* **WHAT IS EXPECTED**
Give the data back exactly as it stands.

━━━ SUPPLIED RECORDS

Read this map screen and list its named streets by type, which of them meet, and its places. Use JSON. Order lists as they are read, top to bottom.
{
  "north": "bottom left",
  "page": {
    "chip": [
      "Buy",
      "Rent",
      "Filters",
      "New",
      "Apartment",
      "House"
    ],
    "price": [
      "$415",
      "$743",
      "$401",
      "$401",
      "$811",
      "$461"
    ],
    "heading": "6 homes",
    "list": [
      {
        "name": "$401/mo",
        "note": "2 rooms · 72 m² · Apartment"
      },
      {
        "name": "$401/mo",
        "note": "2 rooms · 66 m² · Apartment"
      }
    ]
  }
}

━━━━━━

* **COMPLETED EXERCISE**
Read this map screen and list its named streets by type, which of them meet, and its places. Use JSON. Order lists as they are read, top to bottom.
{
  "north": "bottom left",
  "page": {
    "chip": [
      "Buy",
      "Rent",
      "Filters",
      "New",
      "Apartment",
      "House"
    ],
    "price": [
      "$415",
      "$743",
      "$401",
      "$401",
      "$811",
      "$461"
    ],
    "heading": "6 homes",
    "list": [
      {
        "name": "$401/mo",
        "note": "2 rooms · 72 m² · Apartment"
      },
      {
        "name": "$401/mo",
        "note": "2 rooms · 66 m² · Apartment"
      }
    ]
  }
}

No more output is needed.